# Bluetooth no longer auto connnects



## wiseguychacon (Oct 23, 2011)

I am not rooted. My bluetooth audio works fine and it pairs fine. After a while it stopped auto connecting when in range of the audio devices i have my phone paired with. Any one else have this issue? Are there any work arounds?

Sent from my SCH-I535 using RootzWiki


----------



## RMarkwald (Oct 19, 2011)

wiseguychacon said:


> I am not rooted. My bluetooth audio works fine and it pairs fine. After a while it stopped auto connecting when in range of the audio devices i have my phone paired with. Any one else have this issue? Are there any work arounds?
> 
> Sent from my SCH-I535 using RootzWiki


I have. GNex worked with aftermarket car stereo just fine, would auto pair every time in about 3-4 seconds. I've noticed with the SGS3 that practically never happens, and if it does I have to wait like one minute or so, and then it only may connect to Media. So I have to disconnect/re-connect and it works. This was 100% stock, and now I'm rooted running a stock tweaked ROM.

It's annoying, but now that I know I have to do that it's a work-a-round.

This is the SGS3 on US Cellular BTW.


----------



## ombracol (Aug 12, 2011)

wiseguychacon said:


> I am not rooted. My bluetooth audio works fine and it pairs fine. After a while it stopped auto connecting when in range of the audio devices i have my phone paired with. Any one else have this issue? Are there any work arounds?
> 
> Sent from my SCH-I535 using RootzWiki


I had the same problem it was annoying once I rooted and installed beans rom it has been working great...not sure what changes he made to bluetooth if any at all but the phone runs great on his rom its still touchwiz so you get all the cool samsung features without the bloat ...I would stick with version 3 cuz im not getting good performance with lean kernel..


----------



## Jaxidian (Jun 6, 2011)

Sometimes this is an issue of a specific ROM, sometimes it's an issue of Android in general, and sometimes it's an issue with your bluetooth accessory.

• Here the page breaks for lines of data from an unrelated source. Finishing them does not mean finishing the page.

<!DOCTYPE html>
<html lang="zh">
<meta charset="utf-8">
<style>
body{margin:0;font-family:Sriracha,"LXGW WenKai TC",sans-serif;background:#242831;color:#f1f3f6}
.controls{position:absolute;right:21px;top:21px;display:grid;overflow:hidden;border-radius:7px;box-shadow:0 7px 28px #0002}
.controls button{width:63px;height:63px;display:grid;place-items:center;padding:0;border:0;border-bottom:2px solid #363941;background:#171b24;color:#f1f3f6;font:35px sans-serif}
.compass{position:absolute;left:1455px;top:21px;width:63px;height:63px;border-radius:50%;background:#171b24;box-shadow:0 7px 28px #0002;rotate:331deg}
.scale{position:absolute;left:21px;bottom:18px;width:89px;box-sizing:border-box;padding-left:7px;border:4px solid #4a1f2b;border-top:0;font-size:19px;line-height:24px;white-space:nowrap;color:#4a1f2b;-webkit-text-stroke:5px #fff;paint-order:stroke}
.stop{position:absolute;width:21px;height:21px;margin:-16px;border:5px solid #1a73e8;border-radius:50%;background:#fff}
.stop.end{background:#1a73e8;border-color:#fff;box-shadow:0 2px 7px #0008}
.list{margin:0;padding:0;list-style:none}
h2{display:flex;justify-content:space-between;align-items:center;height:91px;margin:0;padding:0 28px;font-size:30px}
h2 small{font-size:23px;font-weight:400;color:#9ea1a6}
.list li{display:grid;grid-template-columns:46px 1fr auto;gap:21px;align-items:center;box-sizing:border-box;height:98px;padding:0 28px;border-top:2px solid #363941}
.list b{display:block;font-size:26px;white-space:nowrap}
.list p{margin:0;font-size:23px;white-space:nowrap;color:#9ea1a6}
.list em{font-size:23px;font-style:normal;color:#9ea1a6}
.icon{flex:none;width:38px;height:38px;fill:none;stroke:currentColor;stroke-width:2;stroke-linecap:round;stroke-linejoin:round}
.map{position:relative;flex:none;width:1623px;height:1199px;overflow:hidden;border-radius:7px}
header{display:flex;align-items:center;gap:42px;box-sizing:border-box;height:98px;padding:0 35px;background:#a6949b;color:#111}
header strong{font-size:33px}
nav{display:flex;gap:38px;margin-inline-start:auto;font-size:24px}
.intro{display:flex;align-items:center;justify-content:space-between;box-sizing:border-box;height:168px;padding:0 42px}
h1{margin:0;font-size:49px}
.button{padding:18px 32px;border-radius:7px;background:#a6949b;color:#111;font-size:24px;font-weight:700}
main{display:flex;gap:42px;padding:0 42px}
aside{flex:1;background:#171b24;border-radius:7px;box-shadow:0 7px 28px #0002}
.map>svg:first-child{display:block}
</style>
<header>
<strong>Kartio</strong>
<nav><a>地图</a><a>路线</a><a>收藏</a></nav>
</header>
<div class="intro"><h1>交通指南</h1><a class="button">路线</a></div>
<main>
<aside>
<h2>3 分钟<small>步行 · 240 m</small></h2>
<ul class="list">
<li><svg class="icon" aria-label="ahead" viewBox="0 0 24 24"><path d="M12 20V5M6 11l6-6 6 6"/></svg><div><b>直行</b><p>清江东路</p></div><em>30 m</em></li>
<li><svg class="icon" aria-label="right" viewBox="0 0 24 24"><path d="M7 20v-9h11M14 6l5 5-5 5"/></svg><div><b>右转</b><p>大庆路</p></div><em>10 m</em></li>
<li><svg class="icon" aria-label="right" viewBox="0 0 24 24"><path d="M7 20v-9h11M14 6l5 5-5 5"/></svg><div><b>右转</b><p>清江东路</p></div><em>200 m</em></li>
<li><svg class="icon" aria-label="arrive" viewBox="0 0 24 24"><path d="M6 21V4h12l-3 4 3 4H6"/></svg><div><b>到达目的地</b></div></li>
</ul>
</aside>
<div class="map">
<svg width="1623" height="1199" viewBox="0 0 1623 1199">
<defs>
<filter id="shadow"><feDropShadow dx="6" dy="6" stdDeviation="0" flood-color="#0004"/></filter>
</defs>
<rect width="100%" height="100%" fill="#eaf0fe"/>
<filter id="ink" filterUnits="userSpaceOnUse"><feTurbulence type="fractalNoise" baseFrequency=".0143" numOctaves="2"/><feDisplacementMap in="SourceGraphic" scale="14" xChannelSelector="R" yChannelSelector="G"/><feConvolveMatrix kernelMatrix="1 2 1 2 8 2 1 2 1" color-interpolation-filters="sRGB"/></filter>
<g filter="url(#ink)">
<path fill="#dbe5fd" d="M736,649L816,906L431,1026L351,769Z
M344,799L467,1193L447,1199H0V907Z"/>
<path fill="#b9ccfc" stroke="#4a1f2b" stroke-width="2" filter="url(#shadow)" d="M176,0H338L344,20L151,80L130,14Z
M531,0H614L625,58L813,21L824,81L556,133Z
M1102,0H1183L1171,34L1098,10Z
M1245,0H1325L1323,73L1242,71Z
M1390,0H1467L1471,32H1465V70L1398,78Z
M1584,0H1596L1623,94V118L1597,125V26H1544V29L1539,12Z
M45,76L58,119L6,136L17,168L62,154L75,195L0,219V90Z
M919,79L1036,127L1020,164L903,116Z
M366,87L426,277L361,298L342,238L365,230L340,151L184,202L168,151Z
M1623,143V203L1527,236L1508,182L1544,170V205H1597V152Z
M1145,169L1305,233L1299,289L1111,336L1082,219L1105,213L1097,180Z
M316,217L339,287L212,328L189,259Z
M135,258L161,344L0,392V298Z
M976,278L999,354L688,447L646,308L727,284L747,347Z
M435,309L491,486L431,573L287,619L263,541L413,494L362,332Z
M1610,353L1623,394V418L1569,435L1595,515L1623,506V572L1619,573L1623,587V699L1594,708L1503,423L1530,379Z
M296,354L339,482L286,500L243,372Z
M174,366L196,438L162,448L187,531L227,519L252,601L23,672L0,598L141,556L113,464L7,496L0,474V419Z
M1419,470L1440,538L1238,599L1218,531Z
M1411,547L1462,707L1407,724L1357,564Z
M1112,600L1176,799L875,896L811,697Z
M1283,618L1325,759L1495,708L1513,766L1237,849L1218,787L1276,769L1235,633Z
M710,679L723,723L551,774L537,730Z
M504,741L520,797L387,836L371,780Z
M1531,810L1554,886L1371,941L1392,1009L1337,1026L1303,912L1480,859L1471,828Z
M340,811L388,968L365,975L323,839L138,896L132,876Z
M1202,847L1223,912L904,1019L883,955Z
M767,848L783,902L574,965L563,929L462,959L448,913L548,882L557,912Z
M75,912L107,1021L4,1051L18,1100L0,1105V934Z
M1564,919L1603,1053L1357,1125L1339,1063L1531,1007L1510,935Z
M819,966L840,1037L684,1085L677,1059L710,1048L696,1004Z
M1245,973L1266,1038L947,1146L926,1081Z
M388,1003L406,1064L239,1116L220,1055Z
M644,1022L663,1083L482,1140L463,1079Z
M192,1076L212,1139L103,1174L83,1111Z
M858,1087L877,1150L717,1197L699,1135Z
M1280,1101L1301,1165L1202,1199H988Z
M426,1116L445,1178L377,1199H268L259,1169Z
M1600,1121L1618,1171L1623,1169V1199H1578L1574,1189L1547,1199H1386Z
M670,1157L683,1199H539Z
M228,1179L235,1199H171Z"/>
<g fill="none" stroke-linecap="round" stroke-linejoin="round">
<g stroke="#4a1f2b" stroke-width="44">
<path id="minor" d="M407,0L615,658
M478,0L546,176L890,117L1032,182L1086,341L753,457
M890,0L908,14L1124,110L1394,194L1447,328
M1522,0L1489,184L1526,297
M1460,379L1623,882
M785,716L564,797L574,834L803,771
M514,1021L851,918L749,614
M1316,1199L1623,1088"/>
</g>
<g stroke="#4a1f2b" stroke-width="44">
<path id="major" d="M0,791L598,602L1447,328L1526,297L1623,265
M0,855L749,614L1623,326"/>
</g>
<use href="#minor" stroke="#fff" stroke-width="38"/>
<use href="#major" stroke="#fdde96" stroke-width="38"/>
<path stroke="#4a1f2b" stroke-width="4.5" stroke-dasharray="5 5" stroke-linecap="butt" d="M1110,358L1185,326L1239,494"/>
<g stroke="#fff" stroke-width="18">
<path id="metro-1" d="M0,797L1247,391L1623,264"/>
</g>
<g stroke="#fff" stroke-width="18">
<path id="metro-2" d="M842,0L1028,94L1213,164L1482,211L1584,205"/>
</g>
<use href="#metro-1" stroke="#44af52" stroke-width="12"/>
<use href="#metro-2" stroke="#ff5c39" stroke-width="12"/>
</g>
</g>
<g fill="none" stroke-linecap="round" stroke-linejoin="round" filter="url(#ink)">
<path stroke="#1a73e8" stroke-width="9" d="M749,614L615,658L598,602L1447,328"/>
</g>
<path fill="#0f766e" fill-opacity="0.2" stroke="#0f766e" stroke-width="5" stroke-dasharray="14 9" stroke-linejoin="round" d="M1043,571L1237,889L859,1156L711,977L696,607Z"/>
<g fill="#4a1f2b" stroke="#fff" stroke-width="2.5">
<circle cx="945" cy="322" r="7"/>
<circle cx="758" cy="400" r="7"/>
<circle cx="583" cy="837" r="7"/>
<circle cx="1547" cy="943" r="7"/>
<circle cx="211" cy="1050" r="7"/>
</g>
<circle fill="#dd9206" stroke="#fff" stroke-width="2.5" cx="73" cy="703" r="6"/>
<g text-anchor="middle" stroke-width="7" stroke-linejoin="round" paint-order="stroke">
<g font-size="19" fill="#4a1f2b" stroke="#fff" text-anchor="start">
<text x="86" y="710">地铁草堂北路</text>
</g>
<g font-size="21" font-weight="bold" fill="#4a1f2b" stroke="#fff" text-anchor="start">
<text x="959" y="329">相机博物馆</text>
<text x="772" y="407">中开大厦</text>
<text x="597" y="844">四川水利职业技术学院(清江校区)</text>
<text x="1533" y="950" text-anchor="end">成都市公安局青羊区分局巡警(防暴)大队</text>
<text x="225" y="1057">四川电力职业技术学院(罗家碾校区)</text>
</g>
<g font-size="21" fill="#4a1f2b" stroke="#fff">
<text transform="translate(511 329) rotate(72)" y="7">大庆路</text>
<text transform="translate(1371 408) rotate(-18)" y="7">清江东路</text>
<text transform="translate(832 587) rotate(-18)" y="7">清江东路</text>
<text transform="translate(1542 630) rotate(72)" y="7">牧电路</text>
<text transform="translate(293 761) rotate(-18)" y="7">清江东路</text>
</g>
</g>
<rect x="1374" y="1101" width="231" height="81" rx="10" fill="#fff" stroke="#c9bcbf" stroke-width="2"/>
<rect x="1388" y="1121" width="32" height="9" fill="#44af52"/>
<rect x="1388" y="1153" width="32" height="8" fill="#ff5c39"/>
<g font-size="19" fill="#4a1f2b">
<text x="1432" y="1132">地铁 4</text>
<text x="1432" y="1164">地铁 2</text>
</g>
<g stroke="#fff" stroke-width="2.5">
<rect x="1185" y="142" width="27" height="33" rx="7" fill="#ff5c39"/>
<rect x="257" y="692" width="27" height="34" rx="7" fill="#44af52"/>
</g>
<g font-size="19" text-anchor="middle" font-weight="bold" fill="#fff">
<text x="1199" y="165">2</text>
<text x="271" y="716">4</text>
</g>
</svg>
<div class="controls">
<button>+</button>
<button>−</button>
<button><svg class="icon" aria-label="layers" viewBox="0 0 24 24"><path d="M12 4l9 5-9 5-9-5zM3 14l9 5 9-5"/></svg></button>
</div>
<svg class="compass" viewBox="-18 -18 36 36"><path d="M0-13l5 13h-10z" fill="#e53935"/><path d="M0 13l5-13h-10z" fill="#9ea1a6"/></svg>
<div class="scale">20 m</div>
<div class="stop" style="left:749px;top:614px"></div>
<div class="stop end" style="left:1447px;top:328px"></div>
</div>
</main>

For example, my car's stereo has been notorious about being bad about auto-pairing with any of the 8 Android devices I've tried it with. But it randomly "just works" without me having to go into my Bluetooth list and pick it. My headsets, on the other hand, tend to work very well regardless of the phone with a couple exceptions being specific to certain ROMs (usually the ones with flakey bluetooth in general).

Have you guys had these bluetooth devices work fine with multiple phones before?


----------



## RMarkwald (Oct 19, 2011)

Jaxidian said:


> Have you guys had these bluetooth devices work fine with multiple phones before?


Just my GNex where it worked great. That was the only one I tried since I just bought the car stereo about two months ago. I'll have to try my gf's HTC One V, see how that works.


----------



## wiseguychacon (Oct 23, 2011)

Well ot worked great and still does on my nexus. And was working great for a month on my gs3 then just stopped

Sent from my SCH-I535 using RootzWiki


----------



## preusstang (May 8, 2012)

I feel you man my gs3 never auto connects like my dx did. I'm on the root66 image. I just wait like 2 sec. after turning bt on and click the bluetooth devices available notification and choose my stereo. Its not too bad.


----------



## Jaxidian (Jun 6, 2011)

RMarkwald said:


> Just my GNex where it worked great. That was the only one I tried since I just bought the car stereo about two months ago. I'll have to try my gf's HTC One V, see how that works.


Some bluetooth devices work great with the first bluetooth phone you connect to it with but all future phones are problematic. Something with the device's memory of connected/preferred phones. Try wiping the memory in your stereo and see if that helps.


----------



## RMarkwald (Oct 19, 2011)

Jaxidian said:


> Some bluetooth devices work great with the first bluetooth phone you connect to it with but all future phones are problematic. Something with the device's memory of connected/preferred phones. Try wiping the memory in your stereo and see if that helps.


Jax, you da man! On this new stereo I haven't really jumped into the settings for it, but it can pair with up to 3 devices. I removed my GNex and SGS3, re-paired it with the stereo, and it auto connects now. It takes about 5 - 7 seconds, but I'll take it!

I'll chalk this up to user error on my part, not knowing all of the settings for the new stereo.


----------